Right now I'm not feeling very well. I'm right in the middle of an emotional storm feeling insufficient, sad and weak. My body aches, I'm nauseous and very tired. I hope this will pass soon and that I can feel well again. I believe all my emotions and the physical symptoms has to do with my discovery of my values and how I don't live by them. I guess this is how the beginning of change feels like, when you have not started to work through it yet.
Today I did a sadhana I received from a Kundalini Yoga teacher that I am in contact with. I'm amazed the he took the time to give me my own sadhana, what a beautiful gift from someone I only meet twice. He was supposed to give a beginners course in Kundalini Yoga but there wasn't enough interested, so it got cancelled after the two free try out lessons. He is a really sweet man. I'll do my best to keep the practice up for at least 40 days, and I really hope the higher power within me will help me with this.

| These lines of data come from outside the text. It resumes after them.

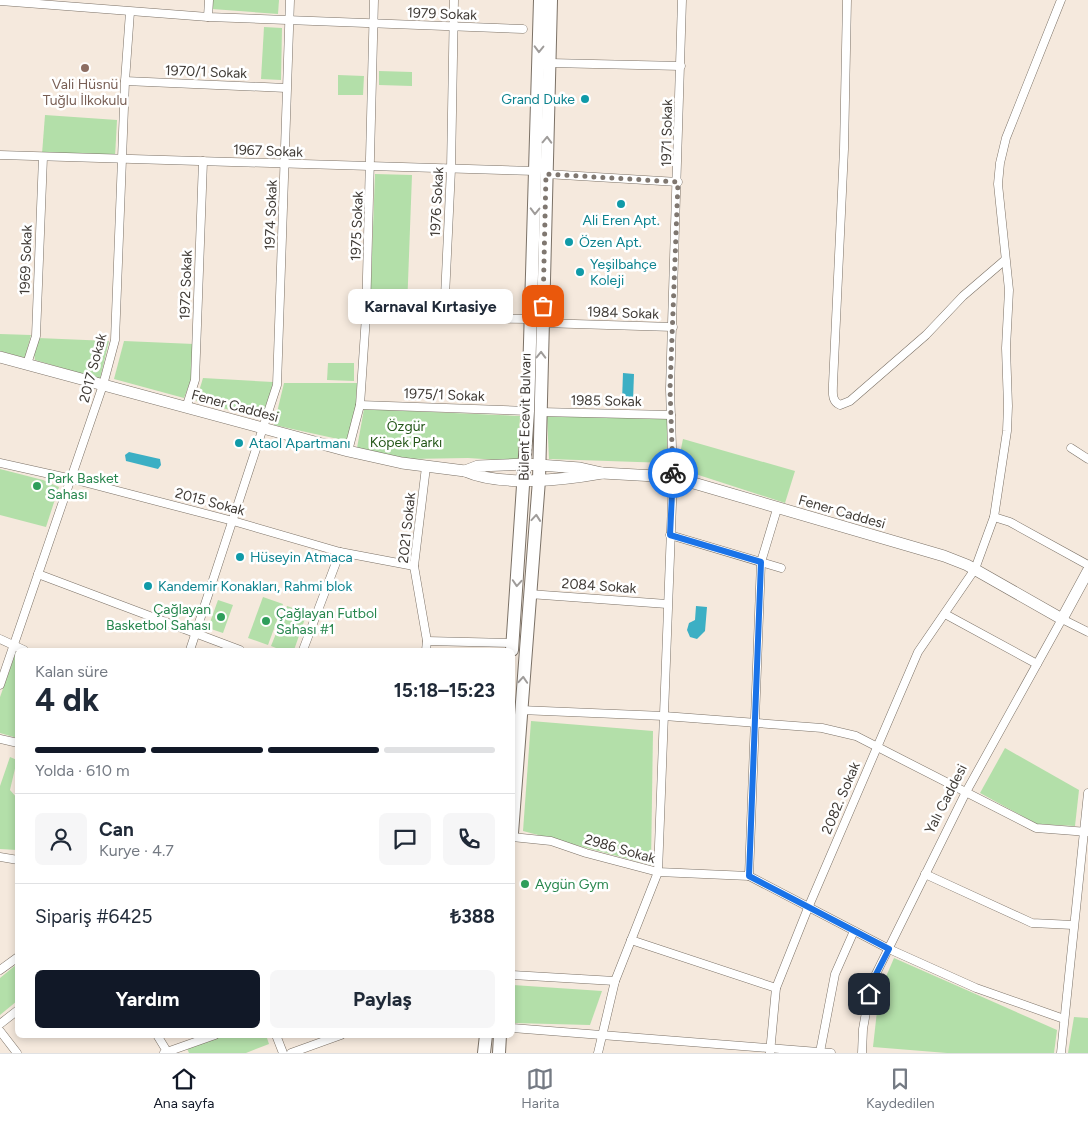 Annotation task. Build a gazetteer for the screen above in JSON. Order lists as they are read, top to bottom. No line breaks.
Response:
{"streets":{"main road":["Bülent Ecevit Bulvarı"],"street":["1979 Sokak","1970/1 Sokak","1971 Sokak","1967 Sokak","1976 Sokak","1974 Sokak","1975 Sokak","1969 Sokak","1972 Sokak","1984 Sokak","2017 Sokak","1975/1 Sokak","1985 Sokak","Fener Caddesi","2015 Sokak","2021 Sokak","2084 Sokak","2082. Sokak","Yalı Caddesi","2986 Sokak"]},"crossings":[["1979 Sokak","1976 Sokak"],["1979 Sokak","1974 Sokak"],["1979 Sokak","1975 Sokak"],["1979 Sokak","2017 Sokak"],["1970/1 Sokak","1974 Sokak"],["1970/1 Sokak","2017 Sokak"],["1971 Sokak","1967 Sokak"],["1971 Sokak","1984 Sokak"],["1971 Sokak","1985 Sokak"],["1971 Sokak","Fener Caddesi"],["1971 Sokak","2084 Sokak"],["1971 Sokak","2986 Sokak"],["1967 Sokak","1976 Sokak"],["1967 Sokak","1974 Sokak"],["1967 Sokak","1975 Sokak"],["1967 Sokak","1969 Sokak"],["1967 Sokak","1972 Sokak"],["1967 Sokak","2017 Sokak"],["1967 Sokak","Bülent Ecevit Bulvarı"],["1974 Sokak","Fener Caddesi"],["1974 Sokak","2015 Sokak"],["1975 Sokak","1975/1 Sokak"],["1975 Sokak","Fener Caddesi"],["1969 Sokak","Fener Caddesi"],["1972 Sokak","Fener Caddesi"],["1984 Sokak","Bülent Ecevit Bulvarı"],["2017 Sokak","Fener Caddesi"],["2017 Sokak","2015 Sokak"],["1975/1 Sokak","1985 Sokak"],["1975/1 Sokak","Bülent Ecevit Bulvarı"],["1985 Sokak","Bülent Ecevit Bulvarı"],["Fener Caddesi","Bülent Ecevit Bulvarı"],["Fener Caddesi","2021 Sokak"],["Fener Caddesi","2082. Sokak"],["Fener Caddesi","Yalı Caddesi"],["Bülent Ecevit Bulvarı","2084 Sokak"],["Bülent Ecevit Bulvarı","2986 Sokak"],["2015 Sokak","2021 Sokak"]],"parks":["Özgür Köpek Parkı"],"places":["Vali Hüsnü Tuğlu İlkokulu","Grand Duke","Ali Eren Apt.","Özen Apt.","Yeşilbahçe Koleji","Karnaval Kırtasiye","Ataol Apartmanı","Park Basket Sahası","Hüseyin Atmaca","Kandemir Konakları, Rahmi blok","Çağlayan Basketbol Sahası","Çağlayan Futbol Sahası #1","Aygün Gym"],"page":{"bubble":"Karnaval Kırtasiye","heading":["4 dk","Kalan süre","15:18–15:23"],"panel":["Can","Kurye · 4.7","Sipariş #6425","₺388"],"bar":"Yolda · 610 m","buttons":["Yardım","Paylaş"],"tabs":["Ana sayfa","Harita","Kaydedilen"]}} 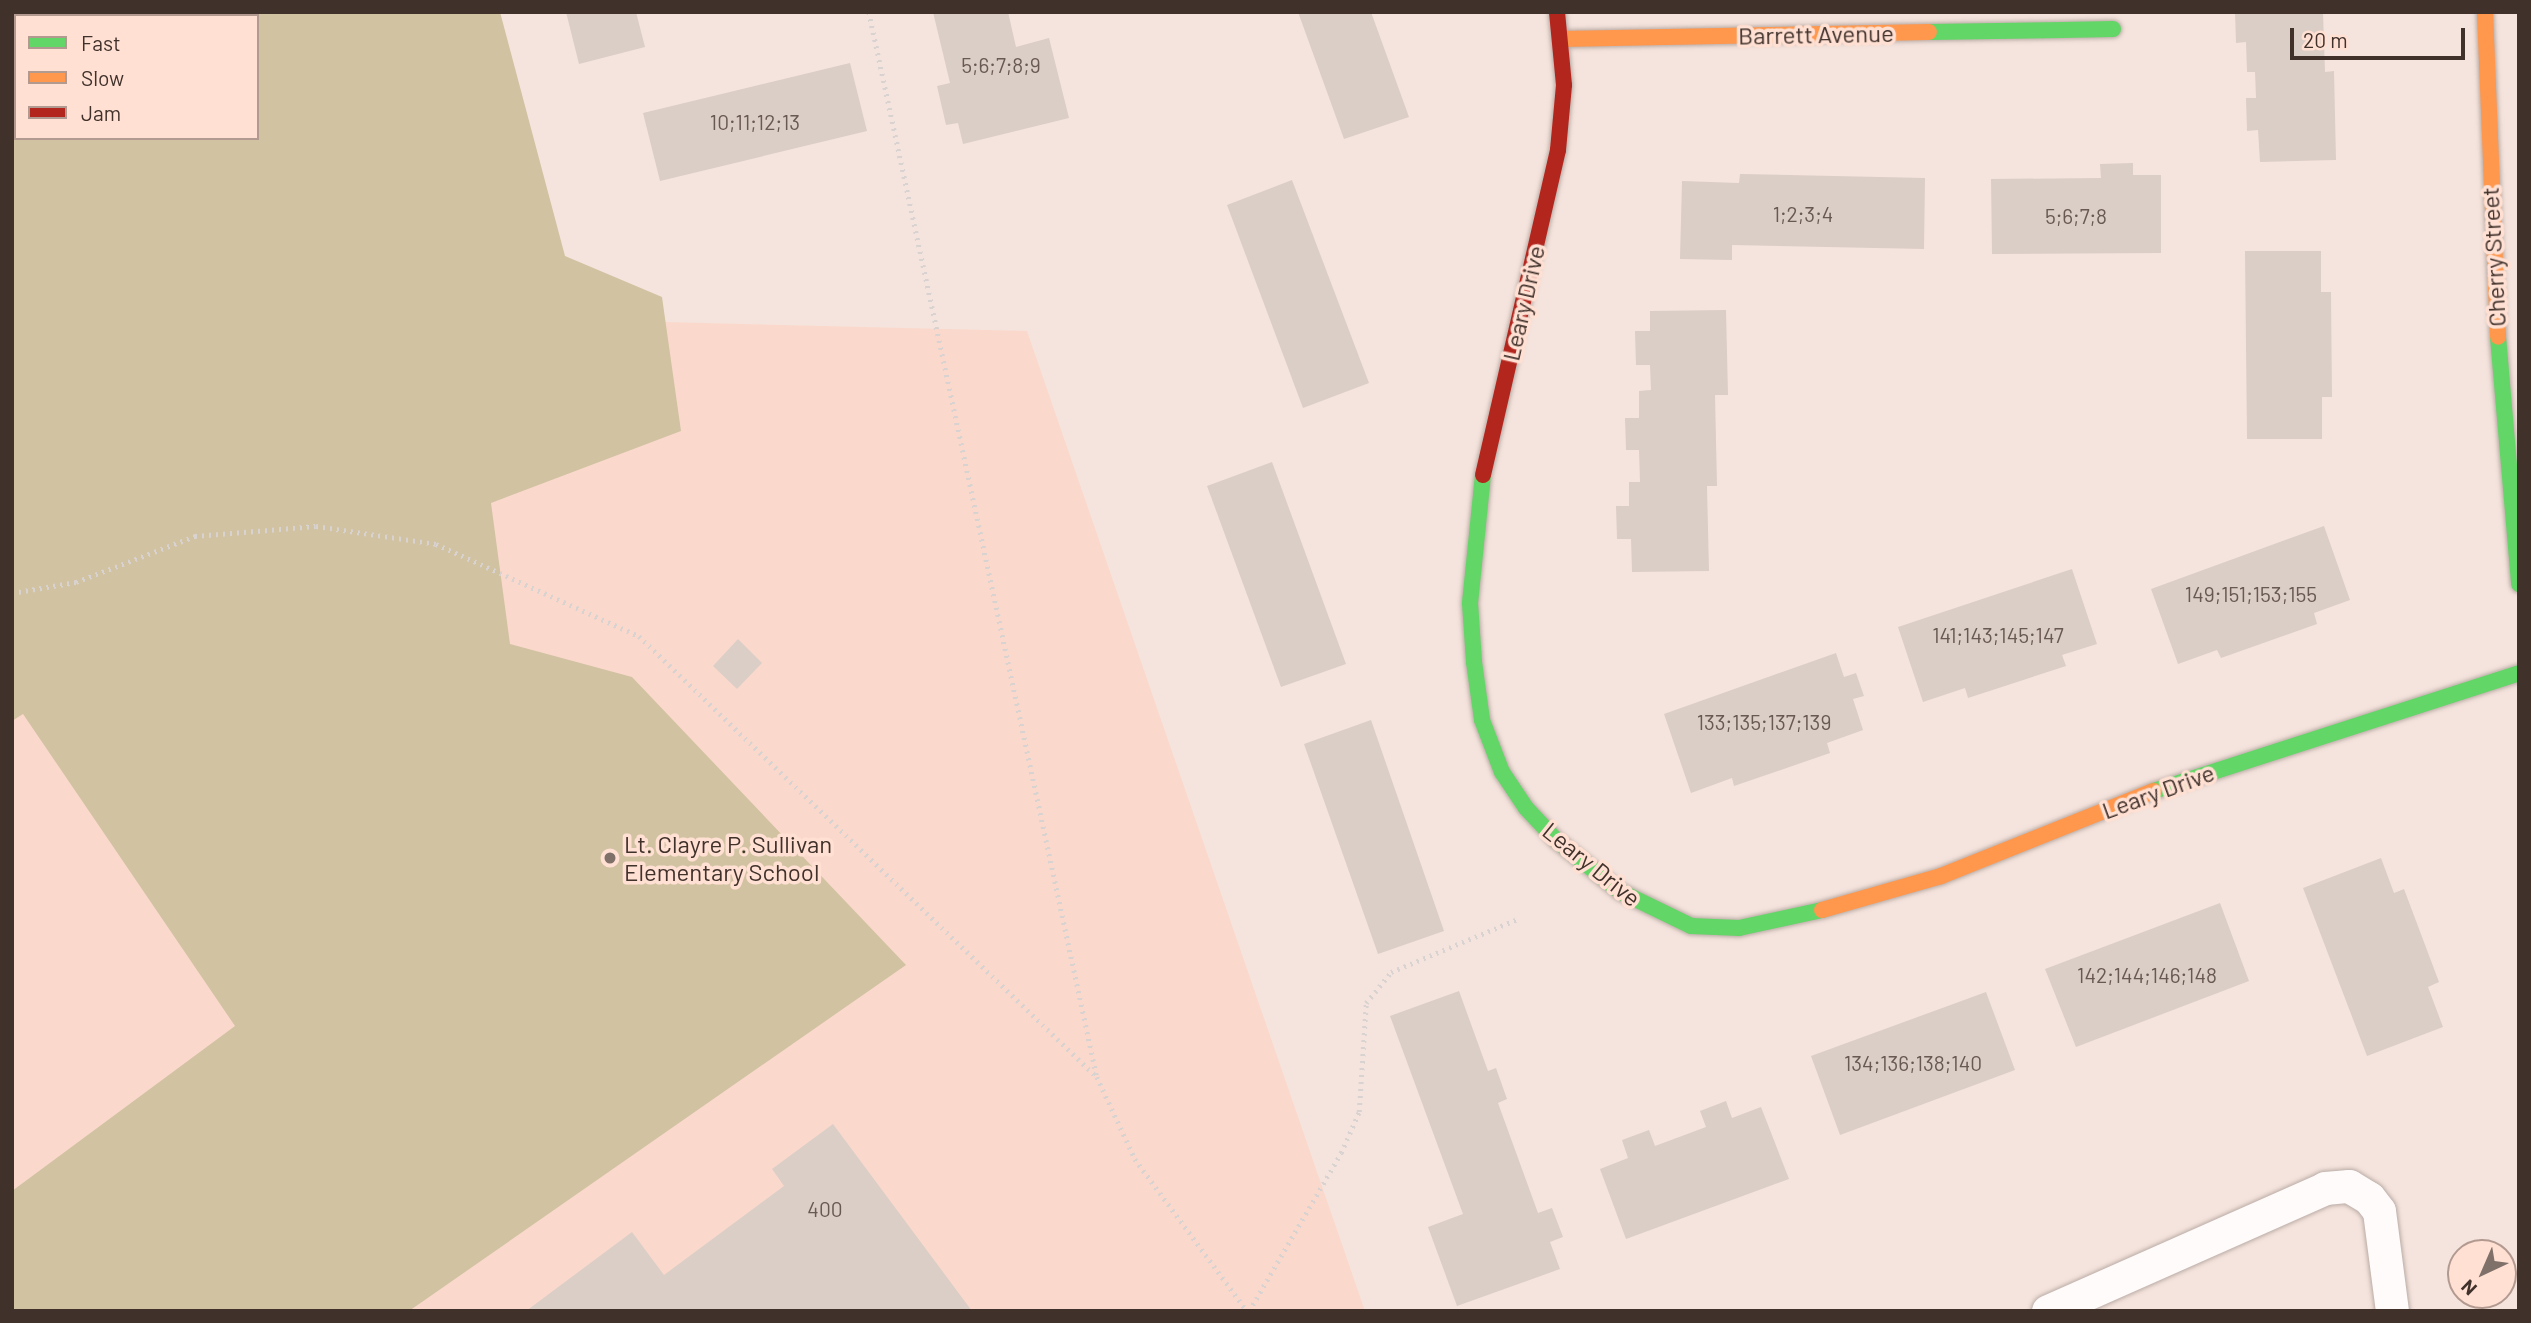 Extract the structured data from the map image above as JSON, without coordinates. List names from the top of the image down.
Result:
{
  "streets": {
    "street": ["Barrett Avenue", "Cherry Street", "Leary Drive"]
  },
  "crossings": [
    ["Barrett Avenue", "Leary Drive"]
  ],
  "places": ["Lt. Clayre P. Sullivan Elementary School"],
  "house_numbers": [
    "5;6;7;8;9",
    "10;11;12;13",
    "1;2;3;4",
    "5;6;7;8",
    "149;151;153;155",
    "141;143;145;147",
    "133;135;137;139",
    "142;144;146;148",
    "134;136;138;140",
    "400"
  ],
  "legend": ["Fast", "Slow", "Jam"],
  "scale_bar": "20 m",
  "north": "bottom left"
} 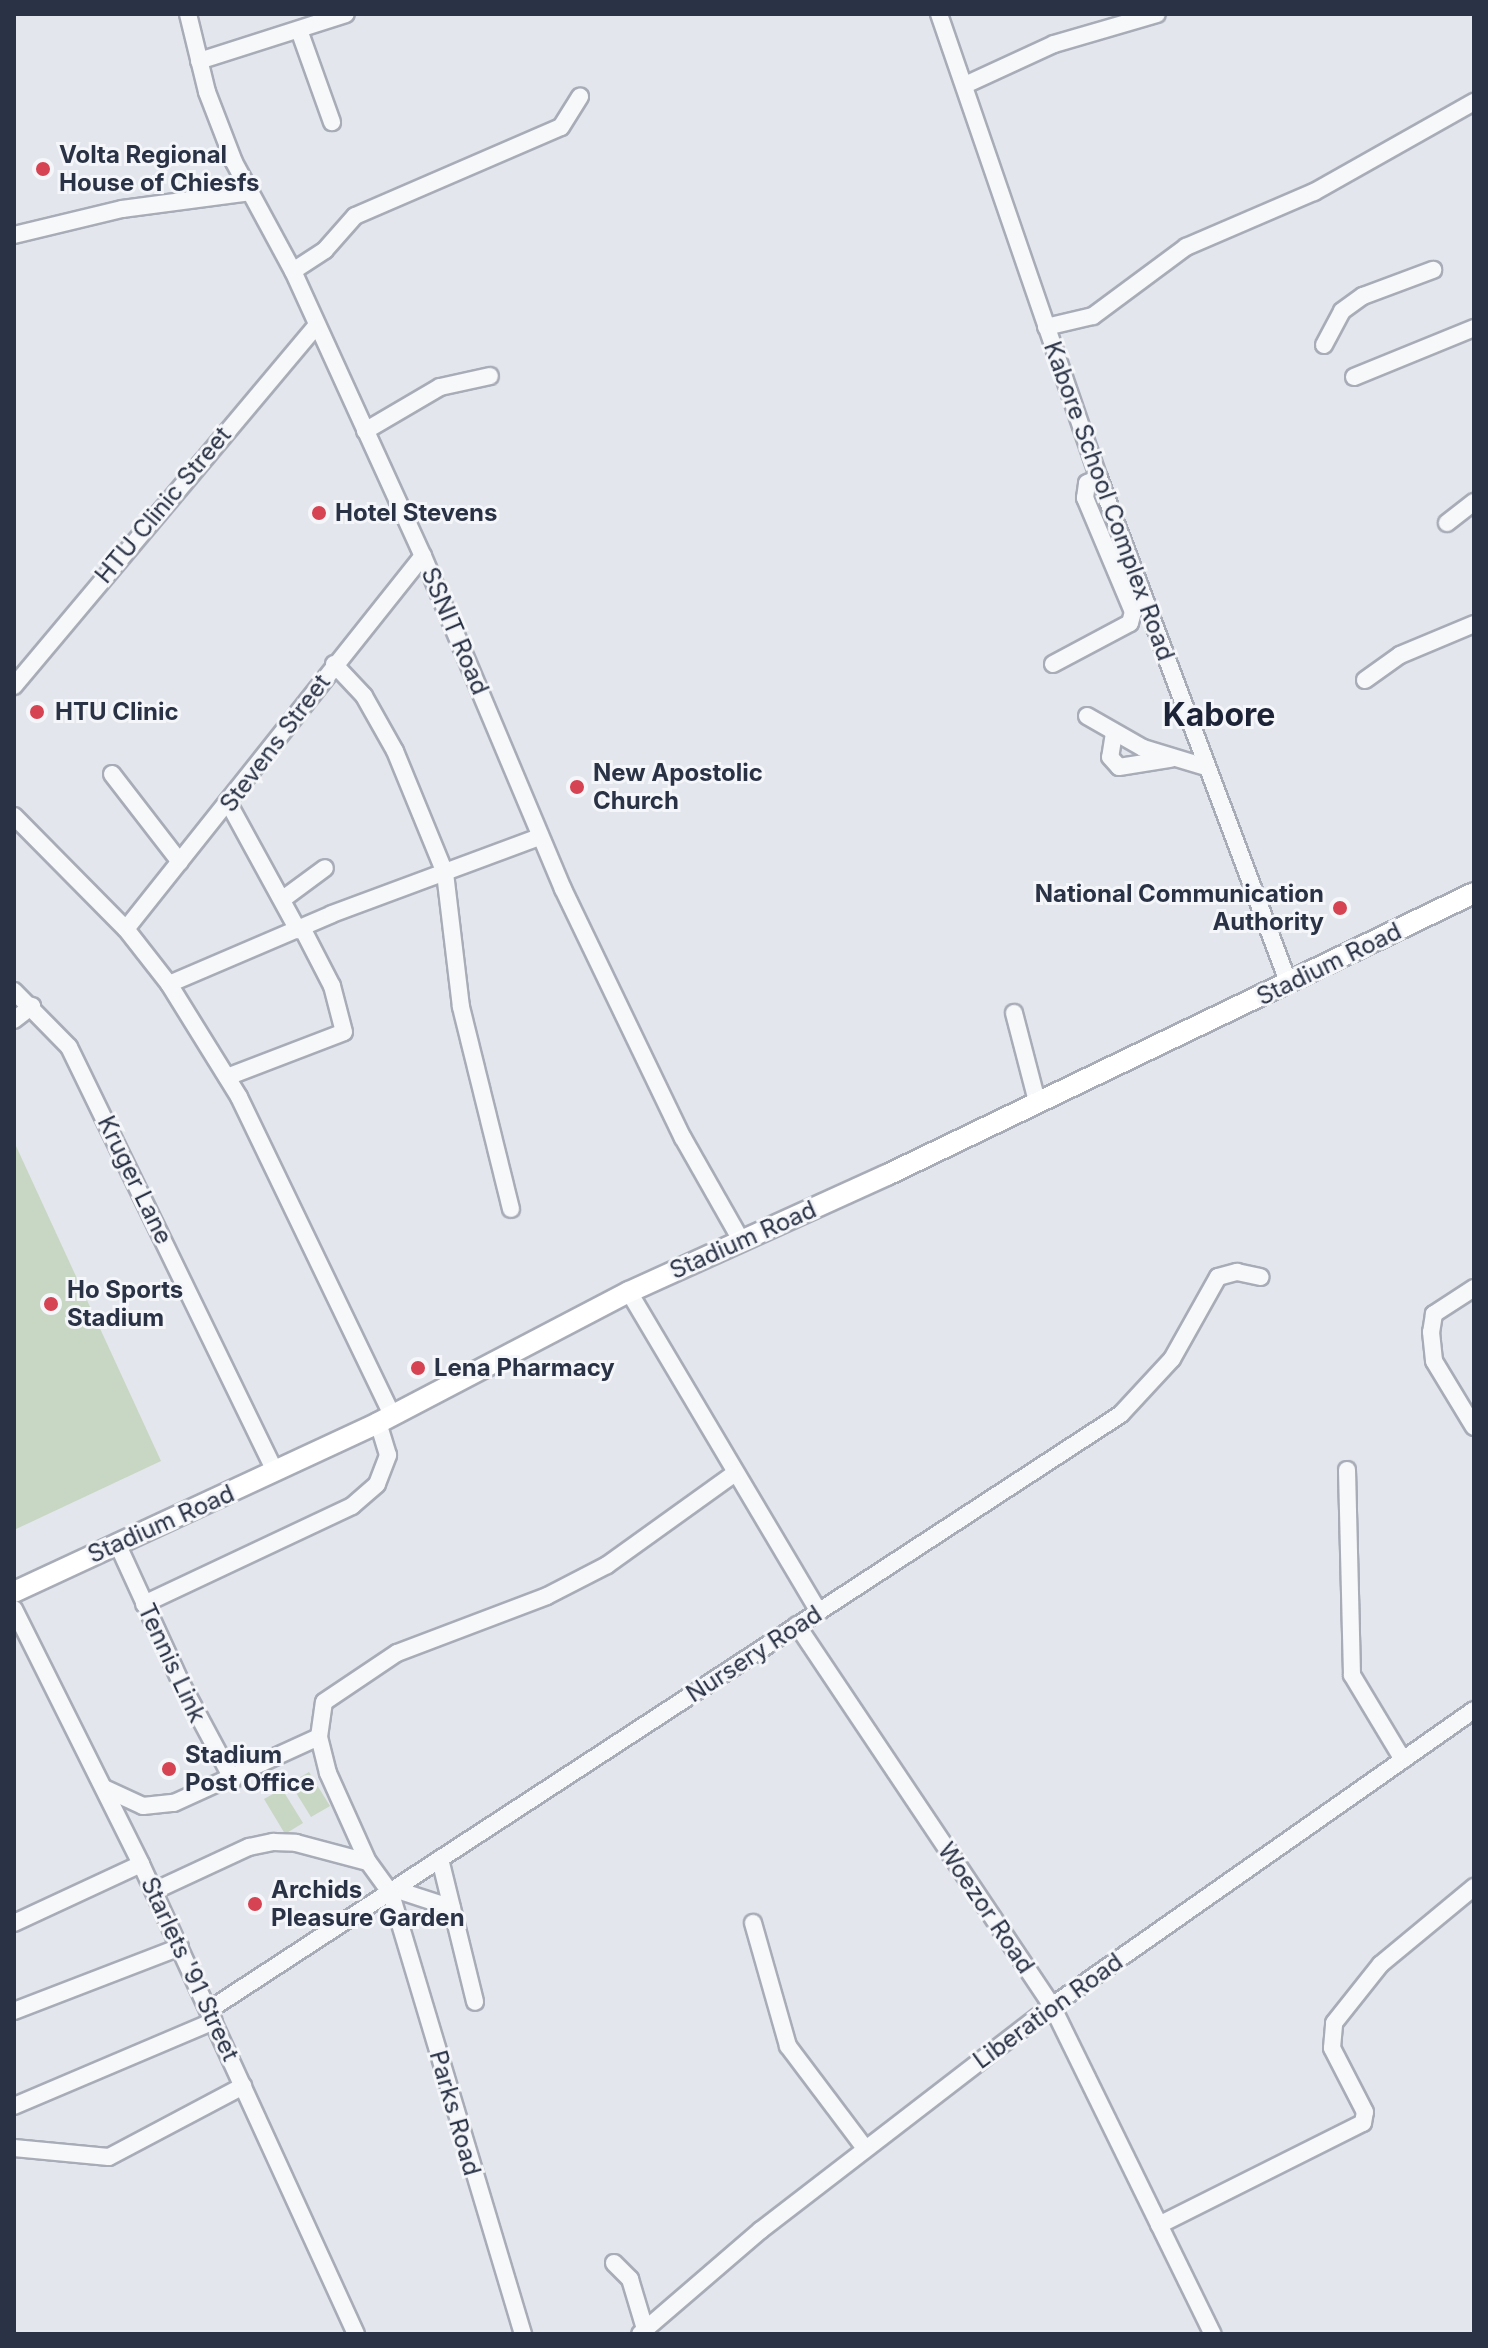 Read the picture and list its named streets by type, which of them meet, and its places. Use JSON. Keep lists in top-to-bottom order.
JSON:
{
  "streets": {
    "main road": ["Stadium Road"],
    "street": [
      "Kabore School Complex Road",
      "HTU Clinic Street",
      "SSNIT Road",
      "Stevens Street",
      "Kruger Lane",
      "Nursery Road",
      "Tennis Link",
      "Woezor Road",
      "Starlets '91 Street",
      "Liberation Road",
      "Parks Road"
    ]
  },
  "crossings": [
    ["Kabore School Complex Road", "Stadium Road"],
    ["HTU Clinic Street", "SSNIT Road"],
    ["SSNIT Road", "Stevens Street"],
    ["SSNIT Road", "Stadium Road"],
    ["Stadium Road", "Kruger Lane"],
    ["Stadium Road", "Tennis Link"],
    ["Nursery Road", "Woezor Road"],
    ["Nursery Road", "Starlets '91 Street"],
    ["Nursery Road", "Parks Road"],
    ["Woezor Road", "Liberation Road"]
  ],
  "districts": ["Kabore"],
  "places": [
    "Volta Regional House of Chiesfs",
    "Hotel Stevens",
    "HTU Clinic",
    "New Apostolic Church",
    "National Communication Authority",
    "Ho Sports Stadium",
    "Lena Pharmacy",
    "Stadium Post Office",
    "Archids Pleasure Garden"
  ]
}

An other beautiful gift came today by email. A women on the course this weekend had seen that I was moved to the brink of tears during one of the exercises and sent me an email asking med if I was OK now. That was very nice of her, I think. She is a person to look up to in other aspects of life and this makes her even a greater role model.
I also saw that I have a follower on this blog today. That is also gift, to know that someone listens to once written thoughts. Someone whom I never met.
My husband has been a real sweetheart showing me even more love, now when I need it the most. He is amazing and fantastic, every day with him is a gift. I love him.